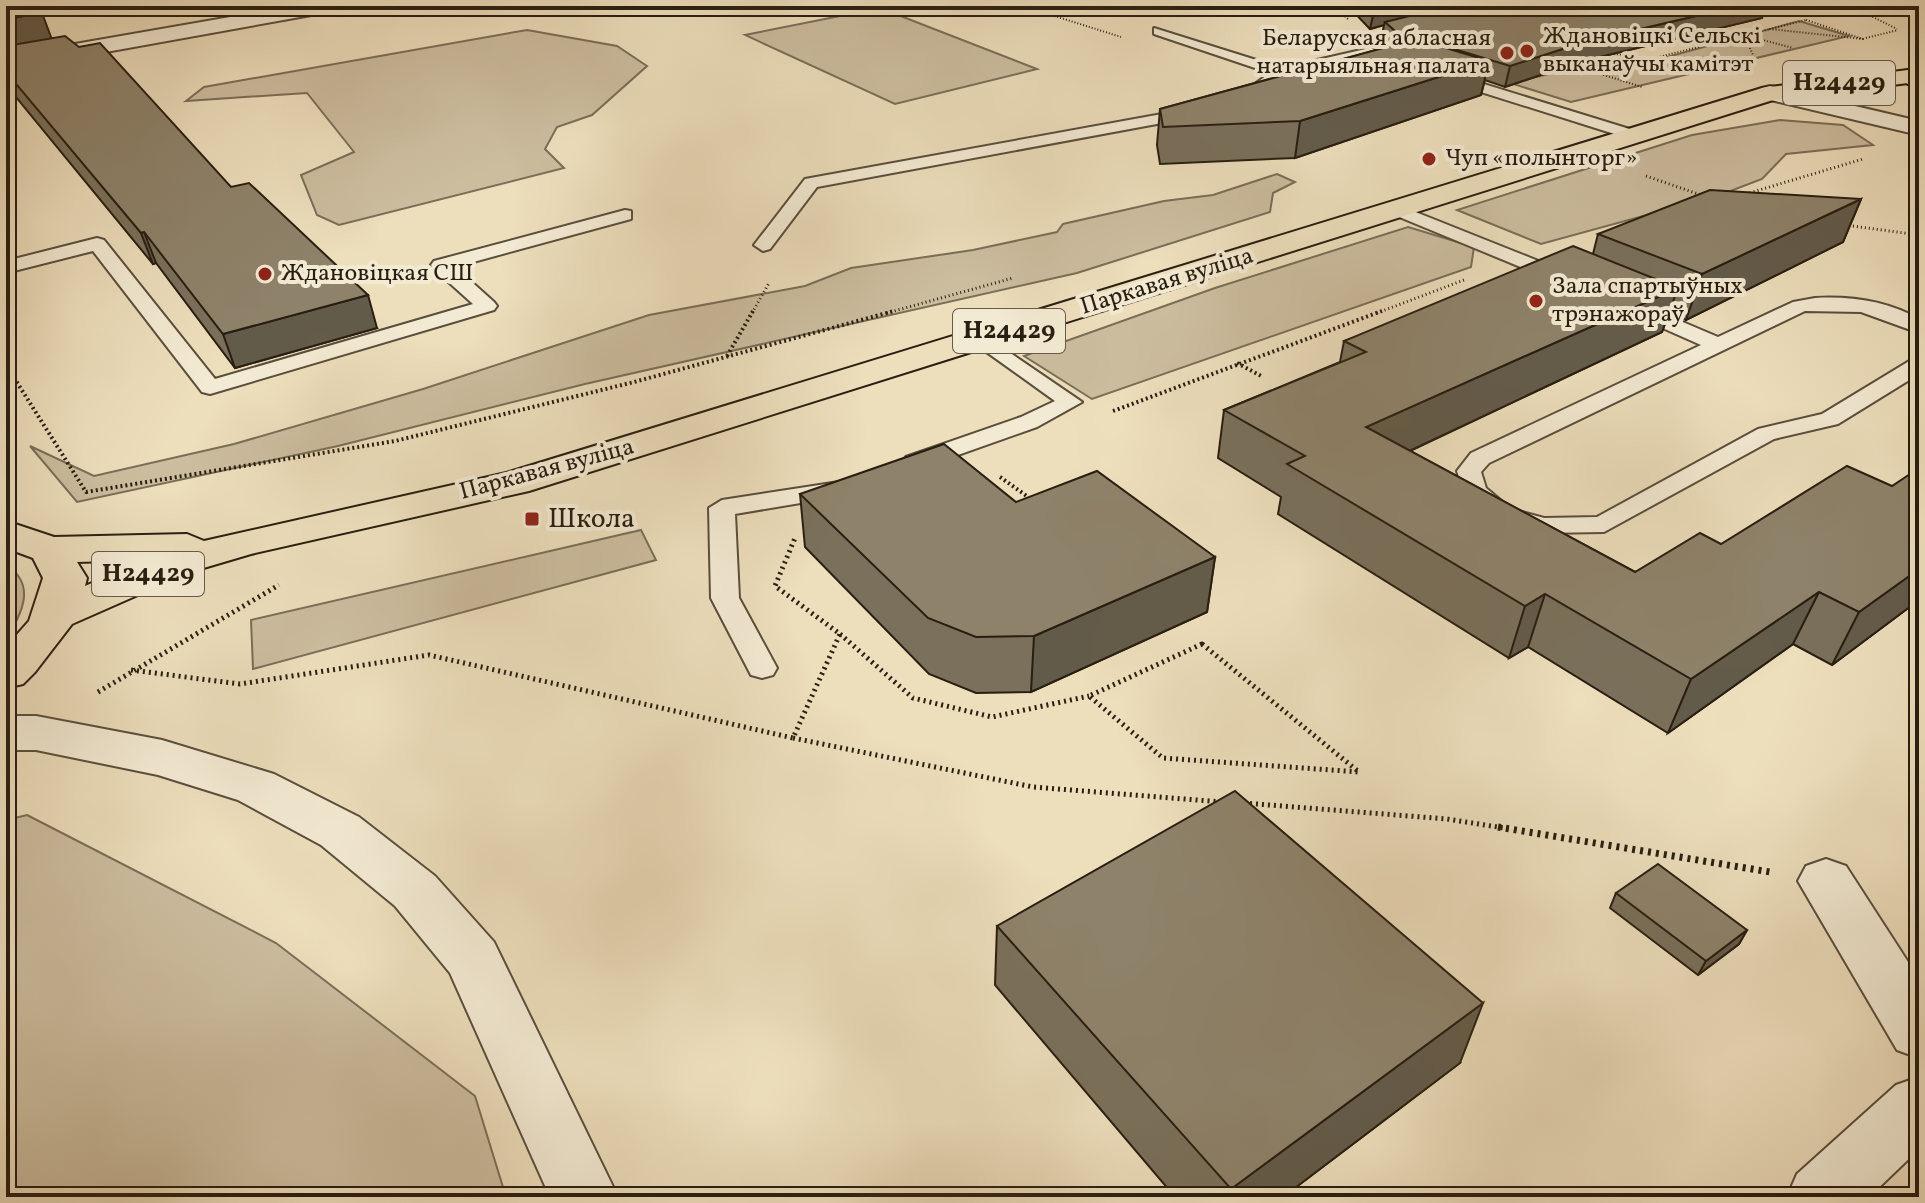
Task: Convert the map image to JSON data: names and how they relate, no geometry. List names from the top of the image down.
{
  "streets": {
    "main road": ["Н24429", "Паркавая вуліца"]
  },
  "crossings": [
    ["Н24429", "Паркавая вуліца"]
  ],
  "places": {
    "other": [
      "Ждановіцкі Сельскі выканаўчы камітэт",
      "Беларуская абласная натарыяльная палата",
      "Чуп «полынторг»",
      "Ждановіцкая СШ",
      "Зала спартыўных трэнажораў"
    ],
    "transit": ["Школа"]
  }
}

____

* _WHAT THE TASK REQUIRES_
The result should be every line of the data, reproduced exactly, with the images removed.

* _EXERCISE ANSWER_
Task: Convert the map image to JSON data: names and how they relate, no geometry. List names from the top of the image down.
{
  "streets": {
    "main road": ["Н24429", "Паркавая вуліца"]
  },
  "crossings": [
    ["Н24429", "Паркавая вуліца"]
  ],
  "places": {
    "other": [
      "Ждановіцкі Сельскі выканаўчы камітэт",
      "Беларуская абласная натарыяльная палата",
      "Чуп «полынторг»",
      "Ждановіцкая СШ",
      "Зала спартыўных трэнажораў"
    ],
    "transit": ["Школа"]
  }
}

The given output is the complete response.